Top of Provided records

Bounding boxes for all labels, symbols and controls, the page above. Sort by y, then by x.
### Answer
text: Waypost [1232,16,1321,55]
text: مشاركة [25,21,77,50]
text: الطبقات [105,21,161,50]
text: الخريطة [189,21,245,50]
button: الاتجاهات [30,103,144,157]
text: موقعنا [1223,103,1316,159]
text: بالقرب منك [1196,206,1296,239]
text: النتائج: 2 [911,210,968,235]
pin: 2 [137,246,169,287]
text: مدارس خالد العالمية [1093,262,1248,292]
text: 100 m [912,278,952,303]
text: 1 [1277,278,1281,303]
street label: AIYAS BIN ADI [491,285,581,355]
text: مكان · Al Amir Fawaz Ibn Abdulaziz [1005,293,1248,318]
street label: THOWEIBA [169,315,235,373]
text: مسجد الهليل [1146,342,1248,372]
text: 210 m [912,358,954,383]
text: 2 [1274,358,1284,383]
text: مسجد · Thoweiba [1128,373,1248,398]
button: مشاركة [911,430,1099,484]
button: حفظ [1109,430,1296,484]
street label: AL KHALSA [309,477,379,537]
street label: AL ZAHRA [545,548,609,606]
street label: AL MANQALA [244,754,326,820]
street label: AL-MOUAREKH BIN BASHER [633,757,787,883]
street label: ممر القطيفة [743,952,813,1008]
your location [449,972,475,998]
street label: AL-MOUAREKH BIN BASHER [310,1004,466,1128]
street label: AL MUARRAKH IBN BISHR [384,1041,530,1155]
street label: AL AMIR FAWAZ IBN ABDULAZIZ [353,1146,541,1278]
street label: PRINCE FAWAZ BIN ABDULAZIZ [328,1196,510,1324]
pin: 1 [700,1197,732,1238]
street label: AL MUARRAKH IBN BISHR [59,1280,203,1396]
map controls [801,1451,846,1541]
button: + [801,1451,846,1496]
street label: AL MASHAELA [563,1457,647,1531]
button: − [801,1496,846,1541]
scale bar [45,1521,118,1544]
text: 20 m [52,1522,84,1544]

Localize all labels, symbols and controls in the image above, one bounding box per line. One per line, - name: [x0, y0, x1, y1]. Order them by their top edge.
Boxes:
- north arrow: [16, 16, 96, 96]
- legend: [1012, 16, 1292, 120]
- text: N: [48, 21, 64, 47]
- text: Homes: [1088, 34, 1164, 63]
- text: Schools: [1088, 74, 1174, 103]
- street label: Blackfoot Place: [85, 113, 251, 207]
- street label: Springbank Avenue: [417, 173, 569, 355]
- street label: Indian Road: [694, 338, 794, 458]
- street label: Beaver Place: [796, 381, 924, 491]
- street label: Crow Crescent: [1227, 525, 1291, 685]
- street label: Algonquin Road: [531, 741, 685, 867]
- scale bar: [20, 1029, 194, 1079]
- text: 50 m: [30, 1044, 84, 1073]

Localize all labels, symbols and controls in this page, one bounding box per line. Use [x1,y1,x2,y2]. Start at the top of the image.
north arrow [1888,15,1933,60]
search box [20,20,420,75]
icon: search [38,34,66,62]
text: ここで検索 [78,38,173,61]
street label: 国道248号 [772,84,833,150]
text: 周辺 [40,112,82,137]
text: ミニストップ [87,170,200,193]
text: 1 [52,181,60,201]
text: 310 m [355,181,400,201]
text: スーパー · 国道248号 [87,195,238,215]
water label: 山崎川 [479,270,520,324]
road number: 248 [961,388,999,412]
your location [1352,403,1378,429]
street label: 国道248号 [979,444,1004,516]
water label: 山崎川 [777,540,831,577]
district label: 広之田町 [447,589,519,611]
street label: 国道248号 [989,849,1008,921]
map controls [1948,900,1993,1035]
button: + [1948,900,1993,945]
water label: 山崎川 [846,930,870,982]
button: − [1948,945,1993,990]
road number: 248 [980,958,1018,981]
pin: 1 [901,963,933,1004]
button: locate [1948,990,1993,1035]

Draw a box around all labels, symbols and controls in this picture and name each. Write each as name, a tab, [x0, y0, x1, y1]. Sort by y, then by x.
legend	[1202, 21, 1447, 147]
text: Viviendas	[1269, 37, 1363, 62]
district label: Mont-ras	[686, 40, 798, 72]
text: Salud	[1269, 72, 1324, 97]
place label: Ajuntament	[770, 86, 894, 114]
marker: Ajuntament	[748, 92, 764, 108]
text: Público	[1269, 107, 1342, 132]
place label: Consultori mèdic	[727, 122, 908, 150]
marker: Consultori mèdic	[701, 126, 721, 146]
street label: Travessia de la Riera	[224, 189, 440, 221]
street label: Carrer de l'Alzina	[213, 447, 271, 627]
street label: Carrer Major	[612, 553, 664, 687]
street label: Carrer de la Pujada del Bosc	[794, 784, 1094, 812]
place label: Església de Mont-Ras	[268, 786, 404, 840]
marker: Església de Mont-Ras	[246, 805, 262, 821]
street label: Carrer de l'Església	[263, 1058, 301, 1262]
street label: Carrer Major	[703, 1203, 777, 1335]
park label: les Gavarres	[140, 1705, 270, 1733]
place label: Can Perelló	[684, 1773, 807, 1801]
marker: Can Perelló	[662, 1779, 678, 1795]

Bottom of Provided records

## Task
The records above are to be output in full and without error.

## Reply to the task
Bounding boxes for all labels, symbols and controls, the page above. Sort by y, then by x.
### Answer
text: Waypost [1232,16,1321,55]
text: مشاركة [25,21,77,50]
text: الطبقات [105,21,161,50]
text: الخريطة [189,21,245,50]
button: الاتجاهات [30,103,144,157]
text: موقعنا [1223,103,1316,159]
text: بالقرب منك [1196,206,1296,239]
text: النتائج: 2 [911,210,968,235]
pin: 2 [137,246,169,287]
text: مدارس خالد العالمية [1093,262,1248,292]
text: 100 m [912,278,952,303]
text: 1 [1277,278,1281,303]
street label: AIYAS BIN ADI [491,285,581,355]
text: مكان · Al Amir Fawaz Ibn Abdulaziz [1005,293,1248,318]
street label: THOWEIBA [169,315,235,373]
text: مسجد الهليل [1146,342,1248,372]
text: 210 m [912,358,954,383]
text: 2 [1274,358,1284,383]
text: مسجد · Thoweiba [1128,373,1248,398]
button: مشاركة [911,430,1099,484]
button: حفظ [1109,430,1296,484]
street label: AL KHALSA [309,477,379,537]
street label: AL ZAHRA [545,548,609,606]
street label: AL MANQALA [244,754,326,820]
street label: AL-MOUAREKH BIN BASHER [633,757,787,883]
street label: ممر القطيفة [743,952,813,1008]
your location [449,972,475,998]
street label: AL-MOUAREKH BIN BASHER [310,1004,466,1128]
street label: AL MUARRAKH IBN BISHR [384,1041,530,1155]
street label: AL AMIR FAWAZ IBN ABDULAZIZ [353,1146,541,1278]
street label: PRINCE FAWAZ BIN ABDULAZIZ [328,1196,510,1324]
pin: 1 [700,1197,732,1238]
street label: AL MUARRAKH IBN BISHR [59,1280,203,1396]
map controls [801,1451,846,1541]
button: + [801,1451,846,1496]
street label: AL MASHAELA [563,1457,647,1531]
button: − [801,1496,846,1541]
scale bar [45,1521,118,1544]
text: 20 m [52,1522,84,1544]

Localize all labels, symbols and controls in the image above, one bounding box per line. One per line, - name: [x0, y0, x1, y1]. Order them by their top edge.
Boxes:
- north arrow: [16, 16, 96, 96]
- legend: [1012, 16, 1292, 120]
- text: N: [48, 21, 64, 47]
- text: Homes: [1088, 34, 1164, 63]
- text: Schools: [1088, 74, 1174, 103]
- street label: Blackfoot Place: [85, 113, 251, 207]
- street label: Springbank Avenue: [417, 173, 569, 355]
- street label: Indian Road: [694, 338, 794, 458]
- street label: Beaver Place: [796, 381, 924, 491]
- street label: Crow Crescent: [1227, 525, 1291, 685]
- street label: Algonquin Road: [531, 741, 685, 867]
- scale bar: [20, 1029, 194, 1079]
- text: 50 m: [30, 1044, 84, 1073]

Localize all labels, symbols and controls in this page, one bounding box per line. Use [x1,y1,x2,y2]. Start at the top of the image.
north arrow [1888,15,1933,60]
search box [20,20,420,75]
icon: search [38,34,66,62]
text: ここで検索 [78,38,173,61]
street label: 国道248号 [772,84,833,150]
text: 周辺 [40,112,82,137]
text: ミニストップ [87,170,200,193]
text: 1 [52,181,60,201]
text: 310 m [355,181,400,201]
text: スーパー · 国道248号 [87,195,238,215]
water label: 山崎川 [479,270,520,324]
road number: 248 [961,388,999,412]
your location [1352,403,1378,429]
street label: 国道248号 [979,444,1004,516]
water label: 山崎川 [777,540,831,577]
district label: 広之田町 [447,589,519,611]
street label: 国道248号 [989,849,1008,921]
map controls [1948,900,1993,1035]
button: + [1948,900,1993,945]
water label: 山崎川 [846,930,870,982]
button: − [1948,945,1993,990]
road number: 248 [980,958,1018,981]
pin: 1 [901,963,933,1004]
button: locate [1948,990,1993,1035]

Draw a box around all labels, symbols and controls in this picture and name each. Write each as name, a tab, [x0, y0, x1, y1]. Sort by y, then by x.
legend	[1202, 21, 1447, 147]
text: Viviendas	[1269, 37, 1363, 62]
district label: Mont-ras	[686, 40, 798, 72]
text: Salud	[1269, 72, 1324, 97]
place label: Ajuntament	[770, 86, 894, 114]
marker: Ajuntament	[748, 92, 764, 108]
text: Público	[1269, 107, 1342, 132]
place label: Consultori mèdic	[727, 122, 908, 150]
marker: Consultori mèdic	[701, 126, 721, 146]
street label: Travessia de la Riera	[224, 189, 440, 221]
street label: Carrer de l'Alzina	[213, 447, 271, 627]
street label: Carrer Major	[612, 553, 664, 687]
street label: Carrer de la Pujada del Bosc	[794, 784, 1094, 812]
place label: Església de Mont-Ras	[268, 786, 404, 840]
marker: Església de Mont-Ras	[246, 805, 262, 821]
street label: Carrer de l'Església	[263, 1058, 301, 1262]
street label: Carrer Major	[703, 1203, 777, 1335]
park label: les Gavarres	[140, 1705, 270, 1733]
place label: Can Perelló	[684, 1773, 807, 1801]
marker: Can Perelló	[662, 1779, 678, 1795]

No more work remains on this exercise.